楽譜に曲を書き付けるだけでは、100年も200年もその音楽が聴き継がれたりはしない。頭の中から湧き出て、止まらない音の洪水。大作曲家の中でも、特に即興演奏に恐ろしい才能を示したのがベートーヴェンだった。
田舎からヴィーンに出てきた若僧をこてんぱんにしようと襲い掛かり、逆にこてんぱんにやられてしまったピアニストが死屍累累となった。その中の一人、ゲリネックは試合に負けた翌日、友人とその息子にこう洩らした。
「まったく、昨日のことは一生忘れまい!
あの若僧には、悪魔が宿っていやがる。あんな演奏、今まで聞いたことがない。
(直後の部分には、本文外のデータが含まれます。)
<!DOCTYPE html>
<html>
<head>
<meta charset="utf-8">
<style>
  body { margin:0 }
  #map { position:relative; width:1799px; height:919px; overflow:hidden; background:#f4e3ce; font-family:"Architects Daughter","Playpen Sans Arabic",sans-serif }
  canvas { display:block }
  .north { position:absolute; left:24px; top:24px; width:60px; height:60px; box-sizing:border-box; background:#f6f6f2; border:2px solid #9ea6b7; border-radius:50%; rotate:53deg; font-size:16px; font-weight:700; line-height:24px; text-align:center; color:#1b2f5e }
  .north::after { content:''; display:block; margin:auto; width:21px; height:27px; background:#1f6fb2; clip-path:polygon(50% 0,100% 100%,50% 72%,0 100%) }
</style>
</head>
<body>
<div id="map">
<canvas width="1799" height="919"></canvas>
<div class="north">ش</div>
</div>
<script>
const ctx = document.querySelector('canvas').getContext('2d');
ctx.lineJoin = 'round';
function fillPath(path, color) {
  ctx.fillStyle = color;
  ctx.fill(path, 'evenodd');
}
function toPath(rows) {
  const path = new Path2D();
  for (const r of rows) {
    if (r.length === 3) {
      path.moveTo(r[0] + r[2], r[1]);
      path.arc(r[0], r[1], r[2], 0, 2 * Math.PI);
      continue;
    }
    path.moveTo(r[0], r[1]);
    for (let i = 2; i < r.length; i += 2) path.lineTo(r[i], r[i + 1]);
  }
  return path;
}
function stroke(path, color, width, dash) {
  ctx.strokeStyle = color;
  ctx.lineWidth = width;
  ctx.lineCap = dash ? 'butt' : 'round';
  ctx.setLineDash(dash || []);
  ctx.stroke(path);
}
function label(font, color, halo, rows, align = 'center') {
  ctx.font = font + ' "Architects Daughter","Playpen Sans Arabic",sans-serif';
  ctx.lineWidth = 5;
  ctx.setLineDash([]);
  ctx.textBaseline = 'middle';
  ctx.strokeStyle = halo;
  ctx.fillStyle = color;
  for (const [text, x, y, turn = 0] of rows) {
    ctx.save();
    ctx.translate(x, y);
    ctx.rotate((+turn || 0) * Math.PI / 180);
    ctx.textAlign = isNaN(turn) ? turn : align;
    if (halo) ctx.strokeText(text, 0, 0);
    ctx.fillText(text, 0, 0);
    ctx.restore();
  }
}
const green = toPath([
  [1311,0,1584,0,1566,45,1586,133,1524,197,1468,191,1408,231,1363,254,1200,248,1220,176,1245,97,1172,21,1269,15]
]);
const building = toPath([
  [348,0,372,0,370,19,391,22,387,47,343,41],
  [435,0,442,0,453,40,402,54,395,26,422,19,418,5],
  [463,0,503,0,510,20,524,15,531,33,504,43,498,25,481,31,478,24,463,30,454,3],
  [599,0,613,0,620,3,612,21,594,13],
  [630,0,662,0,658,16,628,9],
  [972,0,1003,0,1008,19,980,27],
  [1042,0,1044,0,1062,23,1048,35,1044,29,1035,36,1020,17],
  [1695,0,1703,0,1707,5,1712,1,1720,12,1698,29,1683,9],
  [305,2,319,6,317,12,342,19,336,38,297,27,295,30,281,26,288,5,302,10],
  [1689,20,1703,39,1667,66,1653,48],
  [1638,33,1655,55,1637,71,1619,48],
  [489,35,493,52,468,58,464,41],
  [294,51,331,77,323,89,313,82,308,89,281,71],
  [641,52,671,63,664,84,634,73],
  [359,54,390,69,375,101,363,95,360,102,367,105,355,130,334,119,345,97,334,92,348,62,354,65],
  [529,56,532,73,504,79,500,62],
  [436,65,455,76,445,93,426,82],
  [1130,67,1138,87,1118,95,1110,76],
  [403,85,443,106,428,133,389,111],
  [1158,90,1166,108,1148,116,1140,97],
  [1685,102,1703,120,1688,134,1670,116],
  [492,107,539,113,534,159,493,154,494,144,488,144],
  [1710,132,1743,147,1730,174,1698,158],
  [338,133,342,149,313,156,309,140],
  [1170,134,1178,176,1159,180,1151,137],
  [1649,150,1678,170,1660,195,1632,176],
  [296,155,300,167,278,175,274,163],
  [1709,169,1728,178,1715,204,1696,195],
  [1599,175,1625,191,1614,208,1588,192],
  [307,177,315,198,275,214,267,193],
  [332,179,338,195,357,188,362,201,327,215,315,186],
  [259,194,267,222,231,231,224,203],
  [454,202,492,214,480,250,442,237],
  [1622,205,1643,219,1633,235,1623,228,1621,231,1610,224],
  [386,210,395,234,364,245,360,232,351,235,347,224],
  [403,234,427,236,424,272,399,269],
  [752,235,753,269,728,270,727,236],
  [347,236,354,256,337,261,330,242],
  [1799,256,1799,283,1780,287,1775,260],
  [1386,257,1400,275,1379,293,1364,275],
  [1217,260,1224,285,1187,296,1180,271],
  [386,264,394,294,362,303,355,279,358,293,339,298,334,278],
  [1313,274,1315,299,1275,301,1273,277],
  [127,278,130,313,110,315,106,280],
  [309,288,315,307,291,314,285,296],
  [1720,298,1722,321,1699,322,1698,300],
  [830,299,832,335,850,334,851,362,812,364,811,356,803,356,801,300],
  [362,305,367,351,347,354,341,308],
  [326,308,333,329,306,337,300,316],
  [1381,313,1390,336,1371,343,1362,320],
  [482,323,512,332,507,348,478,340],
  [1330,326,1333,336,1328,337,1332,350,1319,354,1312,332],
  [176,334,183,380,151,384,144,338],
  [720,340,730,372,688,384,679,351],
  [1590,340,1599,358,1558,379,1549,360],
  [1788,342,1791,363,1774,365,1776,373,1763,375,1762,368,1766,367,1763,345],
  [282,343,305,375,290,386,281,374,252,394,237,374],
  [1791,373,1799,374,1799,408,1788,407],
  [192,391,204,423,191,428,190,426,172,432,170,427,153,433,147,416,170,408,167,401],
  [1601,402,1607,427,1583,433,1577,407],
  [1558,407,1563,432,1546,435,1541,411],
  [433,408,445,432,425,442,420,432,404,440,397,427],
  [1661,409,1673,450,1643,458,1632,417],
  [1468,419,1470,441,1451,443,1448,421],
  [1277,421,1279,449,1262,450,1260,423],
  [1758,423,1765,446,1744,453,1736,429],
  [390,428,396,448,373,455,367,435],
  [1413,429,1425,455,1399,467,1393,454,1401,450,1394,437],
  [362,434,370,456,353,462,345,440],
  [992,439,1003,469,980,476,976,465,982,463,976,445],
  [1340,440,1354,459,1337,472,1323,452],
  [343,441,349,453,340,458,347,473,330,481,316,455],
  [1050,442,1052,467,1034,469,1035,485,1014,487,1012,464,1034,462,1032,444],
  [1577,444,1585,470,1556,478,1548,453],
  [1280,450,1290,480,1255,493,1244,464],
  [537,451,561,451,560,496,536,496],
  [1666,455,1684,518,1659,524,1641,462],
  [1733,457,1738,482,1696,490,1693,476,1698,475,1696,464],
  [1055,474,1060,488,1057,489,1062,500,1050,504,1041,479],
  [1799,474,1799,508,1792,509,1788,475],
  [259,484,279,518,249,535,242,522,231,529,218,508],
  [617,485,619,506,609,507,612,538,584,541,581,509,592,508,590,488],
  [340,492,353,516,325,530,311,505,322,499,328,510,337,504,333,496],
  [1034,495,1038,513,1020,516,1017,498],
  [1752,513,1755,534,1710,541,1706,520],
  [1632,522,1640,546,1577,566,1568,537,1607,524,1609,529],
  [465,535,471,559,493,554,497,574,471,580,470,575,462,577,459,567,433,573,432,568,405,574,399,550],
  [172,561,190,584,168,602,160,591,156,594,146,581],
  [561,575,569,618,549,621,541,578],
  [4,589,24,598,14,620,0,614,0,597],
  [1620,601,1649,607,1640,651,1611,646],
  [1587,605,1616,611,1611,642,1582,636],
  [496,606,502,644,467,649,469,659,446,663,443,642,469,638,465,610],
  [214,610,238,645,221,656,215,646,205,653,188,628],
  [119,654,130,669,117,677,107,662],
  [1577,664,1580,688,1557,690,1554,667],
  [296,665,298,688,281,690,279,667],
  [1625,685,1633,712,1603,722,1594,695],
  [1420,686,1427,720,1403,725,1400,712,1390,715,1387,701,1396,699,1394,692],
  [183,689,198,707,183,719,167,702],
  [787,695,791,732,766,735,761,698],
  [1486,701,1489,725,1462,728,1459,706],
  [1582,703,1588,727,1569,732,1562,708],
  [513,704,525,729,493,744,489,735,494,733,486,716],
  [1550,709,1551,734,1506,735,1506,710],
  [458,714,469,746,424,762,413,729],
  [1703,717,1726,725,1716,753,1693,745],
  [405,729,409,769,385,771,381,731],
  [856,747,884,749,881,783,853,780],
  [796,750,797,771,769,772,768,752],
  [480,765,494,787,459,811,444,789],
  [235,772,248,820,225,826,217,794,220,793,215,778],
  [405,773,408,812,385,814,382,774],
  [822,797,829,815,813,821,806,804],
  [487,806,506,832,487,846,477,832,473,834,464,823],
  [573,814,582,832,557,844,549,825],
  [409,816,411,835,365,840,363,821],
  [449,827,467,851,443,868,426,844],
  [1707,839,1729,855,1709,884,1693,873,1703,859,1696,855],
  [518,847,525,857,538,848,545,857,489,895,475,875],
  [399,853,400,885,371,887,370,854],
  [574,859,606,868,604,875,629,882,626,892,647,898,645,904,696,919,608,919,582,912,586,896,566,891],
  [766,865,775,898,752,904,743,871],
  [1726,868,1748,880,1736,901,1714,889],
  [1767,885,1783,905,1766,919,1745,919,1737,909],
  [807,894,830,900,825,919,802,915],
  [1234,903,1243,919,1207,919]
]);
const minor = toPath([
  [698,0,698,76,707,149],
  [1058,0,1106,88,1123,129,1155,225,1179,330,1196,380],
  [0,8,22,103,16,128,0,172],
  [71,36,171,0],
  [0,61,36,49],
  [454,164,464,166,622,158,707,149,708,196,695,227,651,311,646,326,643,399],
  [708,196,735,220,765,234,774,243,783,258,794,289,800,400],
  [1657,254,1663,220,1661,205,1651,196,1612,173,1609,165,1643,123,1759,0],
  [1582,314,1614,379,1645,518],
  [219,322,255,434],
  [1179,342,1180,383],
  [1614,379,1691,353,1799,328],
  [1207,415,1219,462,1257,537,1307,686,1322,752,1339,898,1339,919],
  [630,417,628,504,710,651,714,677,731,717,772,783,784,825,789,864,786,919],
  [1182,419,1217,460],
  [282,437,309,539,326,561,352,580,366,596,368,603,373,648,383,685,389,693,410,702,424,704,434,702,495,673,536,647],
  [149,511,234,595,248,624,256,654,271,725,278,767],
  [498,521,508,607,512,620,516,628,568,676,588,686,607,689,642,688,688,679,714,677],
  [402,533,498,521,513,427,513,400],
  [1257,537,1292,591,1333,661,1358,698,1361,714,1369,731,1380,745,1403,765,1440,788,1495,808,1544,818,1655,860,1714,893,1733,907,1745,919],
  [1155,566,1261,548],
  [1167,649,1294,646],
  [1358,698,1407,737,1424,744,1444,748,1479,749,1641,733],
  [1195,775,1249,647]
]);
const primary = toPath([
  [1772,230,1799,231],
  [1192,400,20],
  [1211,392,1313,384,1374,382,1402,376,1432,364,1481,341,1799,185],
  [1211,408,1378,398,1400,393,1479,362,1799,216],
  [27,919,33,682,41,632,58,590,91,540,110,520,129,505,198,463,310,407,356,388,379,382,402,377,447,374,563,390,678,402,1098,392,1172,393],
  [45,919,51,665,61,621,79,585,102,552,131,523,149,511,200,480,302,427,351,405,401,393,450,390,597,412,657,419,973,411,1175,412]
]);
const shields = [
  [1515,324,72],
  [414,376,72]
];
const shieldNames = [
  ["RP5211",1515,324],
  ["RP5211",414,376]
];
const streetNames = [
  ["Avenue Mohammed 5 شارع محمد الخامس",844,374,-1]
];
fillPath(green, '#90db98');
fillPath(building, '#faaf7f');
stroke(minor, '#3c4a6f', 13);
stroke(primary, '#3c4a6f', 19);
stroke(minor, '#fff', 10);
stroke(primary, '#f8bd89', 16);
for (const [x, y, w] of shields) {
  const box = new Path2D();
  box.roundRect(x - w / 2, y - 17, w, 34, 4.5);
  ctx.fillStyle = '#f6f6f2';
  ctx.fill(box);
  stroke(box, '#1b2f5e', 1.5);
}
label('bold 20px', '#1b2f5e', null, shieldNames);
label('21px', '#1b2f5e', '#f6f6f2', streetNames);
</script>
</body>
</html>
そやつは、オレが出した主題で即興したんだが、モーツァルトだってあんなふうには即興しなかったぜ!」
その言葉を聞いて、ベートーヴェンに興味を持つようになったゲリネックの友人の息子というのが、後にベートーヴェンの弟子となるカール・ツェルニー(チェルニー)であった。
当日夜に行う「予約演奏会」のため、即興に近い形で曲を書き散らしていった「音楽職人」モーツァルトに対し、推敲に推敲を重ね自ら納得いくまで、ひとつの曲をジワジワと熟成させていったのが「芸術家」ベートーヴェンである。あたかも、天国の雲の上をフワフワと歩くような、モーツァルトの天上の音楽とは対照的に、ベートーヴェンには自らの人生の葛藤(特に耳疾を患ってからは、その苦闘の軌跡)や運命との格闘を綴った「音のドラマ」がある。